Except in this essay, Kriss’ targets are not internet fascists and their chinless fellow travelers in Silicon Valley. His target is full-bore, 2017-style identity politics: “One form of the discourse in question, an instance: Don’t write thinkpieces about Beyoncé (or whatever) if you’re not a black woman.” Without realizing it, it seems, Yudkowsky and Yarvin are recycling an older critique, one spawned on Tumblr and propagated on university campuses, in which sincerity and authenticity are the ultimate ends of writing and any formal technique that threatens this authenticity is a kind of fraud or theft. In one of his more recent forays into prophecy, Kriss predicted, “There is going to be a woke 2” — one that sheds all vestigial commitment to egalitarianism and social justice in favor of a purer, more terrifying allegiance to the idea of progress itself. It looks like he was right.
It is worth mentioning the essential slipperiness of these categories because so often in essays such as this one, the temptation is to make everything about fleeting political postures. Is Sam Kriss still on the left? Is he really a Leninist? Has he become a reactionary because he reviewed the new Wes Anderson film for The Spectator? Soon, the essay becomes a catalogue of the various political positions the writer has held over the years: all the courageous stands he or she has taken, all the agonized retractions he or she has published, a brief obligatory mention of that unfortunate endorsement of a dictator or a genocide. As it happens, I believe Sam Kriss has maintained, despite moving around a little, a remarkably high hit rate when it comes to issues of genuine political and moral substance. But this is not what makes him a great writer.
Rather, what actually makes Kriss a great writer — his command of many different voices and registers, and his ability to integrate them into the frame of a single essay — is probably what makes him such a reliably humane thinker. Language sucks us toward inhumanity; fashionable euphemisms — “fiscal prudence,” “structural adjustment,” “the right to exist” — can be relied upon to justify all kinds of barbarism. Sam Kriss is trying to write his way out of this barbarism. In this sense, the prophet schtick is not just a joke. In order to wade into the discourse of the day and not drown in it, you really do need something otherworldly about you. You do need to live on a mountain. You do need to read obscure 16th-century heresies.
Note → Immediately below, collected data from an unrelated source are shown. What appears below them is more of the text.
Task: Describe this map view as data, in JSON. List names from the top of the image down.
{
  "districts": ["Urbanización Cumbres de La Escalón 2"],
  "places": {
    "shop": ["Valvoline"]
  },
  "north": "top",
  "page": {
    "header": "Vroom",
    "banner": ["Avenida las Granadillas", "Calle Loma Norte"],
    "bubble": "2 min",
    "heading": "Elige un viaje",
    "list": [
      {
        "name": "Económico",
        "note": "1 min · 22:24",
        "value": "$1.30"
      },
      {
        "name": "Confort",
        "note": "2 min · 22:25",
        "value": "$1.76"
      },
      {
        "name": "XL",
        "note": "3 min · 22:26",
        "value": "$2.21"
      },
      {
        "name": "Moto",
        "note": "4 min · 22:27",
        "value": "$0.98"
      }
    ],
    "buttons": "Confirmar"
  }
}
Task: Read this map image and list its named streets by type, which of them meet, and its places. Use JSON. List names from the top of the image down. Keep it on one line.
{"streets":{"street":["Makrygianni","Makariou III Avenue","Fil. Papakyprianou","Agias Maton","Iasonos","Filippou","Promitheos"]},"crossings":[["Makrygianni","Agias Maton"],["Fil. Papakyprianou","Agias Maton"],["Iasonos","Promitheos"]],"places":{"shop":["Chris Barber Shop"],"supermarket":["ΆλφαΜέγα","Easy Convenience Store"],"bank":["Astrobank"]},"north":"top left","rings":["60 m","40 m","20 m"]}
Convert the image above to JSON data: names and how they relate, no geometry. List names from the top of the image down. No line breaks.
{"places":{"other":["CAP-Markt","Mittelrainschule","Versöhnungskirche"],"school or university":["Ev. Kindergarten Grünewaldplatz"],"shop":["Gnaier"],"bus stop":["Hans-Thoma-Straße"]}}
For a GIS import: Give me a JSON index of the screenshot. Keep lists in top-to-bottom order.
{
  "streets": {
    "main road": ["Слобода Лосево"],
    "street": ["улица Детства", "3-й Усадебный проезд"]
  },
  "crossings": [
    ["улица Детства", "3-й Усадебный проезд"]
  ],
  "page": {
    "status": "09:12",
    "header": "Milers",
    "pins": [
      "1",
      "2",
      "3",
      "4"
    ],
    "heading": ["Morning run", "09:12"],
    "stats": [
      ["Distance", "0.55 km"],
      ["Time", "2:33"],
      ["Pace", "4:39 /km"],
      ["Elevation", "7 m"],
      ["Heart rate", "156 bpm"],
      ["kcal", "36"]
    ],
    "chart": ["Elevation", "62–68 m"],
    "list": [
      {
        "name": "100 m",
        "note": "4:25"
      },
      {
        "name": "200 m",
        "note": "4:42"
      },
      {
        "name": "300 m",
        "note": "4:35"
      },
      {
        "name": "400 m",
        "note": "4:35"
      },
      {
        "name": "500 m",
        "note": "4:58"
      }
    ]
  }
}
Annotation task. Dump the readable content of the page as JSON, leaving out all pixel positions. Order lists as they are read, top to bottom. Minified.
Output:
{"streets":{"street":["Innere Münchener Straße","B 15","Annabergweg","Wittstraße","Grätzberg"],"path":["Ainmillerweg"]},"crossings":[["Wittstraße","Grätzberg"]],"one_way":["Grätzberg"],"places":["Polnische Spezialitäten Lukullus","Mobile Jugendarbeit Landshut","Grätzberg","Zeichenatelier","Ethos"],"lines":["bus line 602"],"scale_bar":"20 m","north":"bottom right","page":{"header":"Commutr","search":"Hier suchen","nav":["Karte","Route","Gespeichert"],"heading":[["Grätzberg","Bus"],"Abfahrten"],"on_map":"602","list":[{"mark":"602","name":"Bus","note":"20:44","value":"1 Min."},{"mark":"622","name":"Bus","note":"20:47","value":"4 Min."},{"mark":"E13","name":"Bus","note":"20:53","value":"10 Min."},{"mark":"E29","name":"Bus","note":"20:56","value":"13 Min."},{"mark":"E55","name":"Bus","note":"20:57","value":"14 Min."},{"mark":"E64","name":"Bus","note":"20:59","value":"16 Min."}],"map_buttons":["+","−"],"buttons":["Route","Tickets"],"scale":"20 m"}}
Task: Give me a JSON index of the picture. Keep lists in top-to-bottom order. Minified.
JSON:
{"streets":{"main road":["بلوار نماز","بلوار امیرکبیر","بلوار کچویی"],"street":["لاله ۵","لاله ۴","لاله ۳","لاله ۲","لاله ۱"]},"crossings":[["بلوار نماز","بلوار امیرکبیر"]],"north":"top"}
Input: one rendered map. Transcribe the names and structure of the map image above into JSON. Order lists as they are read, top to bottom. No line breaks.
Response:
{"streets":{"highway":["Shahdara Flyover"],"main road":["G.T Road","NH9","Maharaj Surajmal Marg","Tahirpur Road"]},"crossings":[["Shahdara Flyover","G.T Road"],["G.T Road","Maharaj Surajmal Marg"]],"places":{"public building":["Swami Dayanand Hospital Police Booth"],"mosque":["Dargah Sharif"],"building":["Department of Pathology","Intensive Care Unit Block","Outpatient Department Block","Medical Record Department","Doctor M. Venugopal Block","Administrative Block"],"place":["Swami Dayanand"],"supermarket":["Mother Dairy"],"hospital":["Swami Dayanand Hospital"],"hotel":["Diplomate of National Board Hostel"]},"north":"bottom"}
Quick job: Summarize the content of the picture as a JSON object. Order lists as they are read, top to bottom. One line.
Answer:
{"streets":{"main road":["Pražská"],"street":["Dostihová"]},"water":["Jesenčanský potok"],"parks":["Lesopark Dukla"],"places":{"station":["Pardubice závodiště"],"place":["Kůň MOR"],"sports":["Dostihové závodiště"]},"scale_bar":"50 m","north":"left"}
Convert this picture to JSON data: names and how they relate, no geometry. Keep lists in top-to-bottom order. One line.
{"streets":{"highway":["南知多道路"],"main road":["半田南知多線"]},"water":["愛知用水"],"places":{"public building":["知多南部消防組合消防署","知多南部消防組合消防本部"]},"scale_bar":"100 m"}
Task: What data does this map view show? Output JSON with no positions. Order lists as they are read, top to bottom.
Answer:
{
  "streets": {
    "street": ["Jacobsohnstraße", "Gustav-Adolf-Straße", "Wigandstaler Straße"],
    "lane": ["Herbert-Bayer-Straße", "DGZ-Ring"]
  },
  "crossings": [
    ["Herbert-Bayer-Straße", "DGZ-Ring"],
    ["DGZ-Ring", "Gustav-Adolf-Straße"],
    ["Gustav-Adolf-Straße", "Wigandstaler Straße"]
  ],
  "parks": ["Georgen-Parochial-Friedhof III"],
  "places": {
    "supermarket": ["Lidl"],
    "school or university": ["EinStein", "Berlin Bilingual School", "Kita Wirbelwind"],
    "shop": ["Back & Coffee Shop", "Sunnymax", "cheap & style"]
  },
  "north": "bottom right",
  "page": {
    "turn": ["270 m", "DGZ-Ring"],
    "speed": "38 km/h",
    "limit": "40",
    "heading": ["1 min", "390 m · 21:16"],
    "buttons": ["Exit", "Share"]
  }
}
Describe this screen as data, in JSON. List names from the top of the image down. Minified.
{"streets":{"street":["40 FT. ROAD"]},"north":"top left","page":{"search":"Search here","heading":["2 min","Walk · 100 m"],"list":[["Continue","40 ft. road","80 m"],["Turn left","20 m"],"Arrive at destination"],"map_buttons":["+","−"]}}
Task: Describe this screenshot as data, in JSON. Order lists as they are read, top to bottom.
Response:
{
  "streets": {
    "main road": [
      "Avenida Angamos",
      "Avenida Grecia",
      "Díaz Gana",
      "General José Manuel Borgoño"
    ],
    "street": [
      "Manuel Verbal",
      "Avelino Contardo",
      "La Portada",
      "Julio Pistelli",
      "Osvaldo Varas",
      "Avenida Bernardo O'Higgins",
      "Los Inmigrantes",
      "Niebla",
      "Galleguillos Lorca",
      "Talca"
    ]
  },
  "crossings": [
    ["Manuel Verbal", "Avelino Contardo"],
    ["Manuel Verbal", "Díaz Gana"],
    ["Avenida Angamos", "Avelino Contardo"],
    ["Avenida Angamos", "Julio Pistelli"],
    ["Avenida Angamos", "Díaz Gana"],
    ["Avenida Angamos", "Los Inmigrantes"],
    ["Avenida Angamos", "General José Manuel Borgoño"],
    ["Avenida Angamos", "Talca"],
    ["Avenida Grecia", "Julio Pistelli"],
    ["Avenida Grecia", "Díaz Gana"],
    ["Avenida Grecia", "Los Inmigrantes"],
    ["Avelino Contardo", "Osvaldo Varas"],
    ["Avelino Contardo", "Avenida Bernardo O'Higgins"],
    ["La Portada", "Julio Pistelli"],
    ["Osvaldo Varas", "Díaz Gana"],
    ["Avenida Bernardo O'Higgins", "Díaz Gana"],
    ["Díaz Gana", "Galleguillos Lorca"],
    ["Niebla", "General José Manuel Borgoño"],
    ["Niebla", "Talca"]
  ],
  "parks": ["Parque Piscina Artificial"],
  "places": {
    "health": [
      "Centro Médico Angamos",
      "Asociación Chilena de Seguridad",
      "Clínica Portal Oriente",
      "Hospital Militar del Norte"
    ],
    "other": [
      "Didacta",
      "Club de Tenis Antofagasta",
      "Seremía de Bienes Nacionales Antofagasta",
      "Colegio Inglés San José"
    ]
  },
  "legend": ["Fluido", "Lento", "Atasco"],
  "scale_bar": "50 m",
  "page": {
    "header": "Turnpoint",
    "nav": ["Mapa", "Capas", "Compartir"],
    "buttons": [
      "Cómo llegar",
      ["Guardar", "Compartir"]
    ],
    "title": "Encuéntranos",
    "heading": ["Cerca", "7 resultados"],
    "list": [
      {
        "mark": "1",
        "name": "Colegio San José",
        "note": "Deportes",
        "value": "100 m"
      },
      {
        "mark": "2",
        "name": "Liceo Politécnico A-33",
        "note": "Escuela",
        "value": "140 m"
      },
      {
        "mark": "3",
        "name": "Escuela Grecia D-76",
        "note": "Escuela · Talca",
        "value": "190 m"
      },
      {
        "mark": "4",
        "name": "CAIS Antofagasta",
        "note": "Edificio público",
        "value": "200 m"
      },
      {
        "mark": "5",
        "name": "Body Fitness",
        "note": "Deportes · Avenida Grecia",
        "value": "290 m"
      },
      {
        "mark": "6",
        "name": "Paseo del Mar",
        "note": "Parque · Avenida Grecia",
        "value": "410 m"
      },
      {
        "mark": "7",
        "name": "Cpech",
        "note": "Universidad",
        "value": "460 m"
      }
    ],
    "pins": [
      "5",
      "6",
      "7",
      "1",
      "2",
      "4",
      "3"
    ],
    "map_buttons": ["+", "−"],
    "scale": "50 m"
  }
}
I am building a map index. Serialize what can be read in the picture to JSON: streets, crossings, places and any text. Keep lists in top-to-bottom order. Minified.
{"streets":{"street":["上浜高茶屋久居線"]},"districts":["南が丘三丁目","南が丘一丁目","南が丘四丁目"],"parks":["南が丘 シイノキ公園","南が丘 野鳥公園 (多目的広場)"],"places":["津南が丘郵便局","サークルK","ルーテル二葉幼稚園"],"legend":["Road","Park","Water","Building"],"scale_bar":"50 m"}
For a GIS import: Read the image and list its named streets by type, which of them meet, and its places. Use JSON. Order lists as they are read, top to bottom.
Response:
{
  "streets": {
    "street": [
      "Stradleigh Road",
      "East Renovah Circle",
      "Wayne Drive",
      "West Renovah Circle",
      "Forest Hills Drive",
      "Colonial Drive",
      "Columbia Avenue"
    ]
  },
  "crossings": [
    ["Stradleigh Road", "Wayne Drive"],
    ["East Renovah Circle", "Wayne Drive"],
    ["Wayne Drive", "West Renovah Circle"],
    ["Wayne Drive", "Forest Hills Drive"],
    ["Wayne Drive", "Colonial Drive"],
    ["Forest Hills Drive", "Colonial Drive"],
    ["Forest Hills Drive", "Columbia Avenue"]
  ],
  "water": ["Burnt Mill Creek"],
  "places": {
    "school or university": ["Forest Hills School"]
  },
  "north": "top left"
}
Only then can you hope to look past the villagers, with their dental complaints and their tendency to wave around misshapen vegetables, and glimpse the eternal things.
Thomas Peermohamed Lambert is a writer and academic from London. He writes for a number of publications, including The Times, The New Statesman, and UnHerd, and his first novel, Shibboleth, was released in May. He is also a doctoral student in Modern Languages at the University of Oxford, researching Jorge Luis Borges.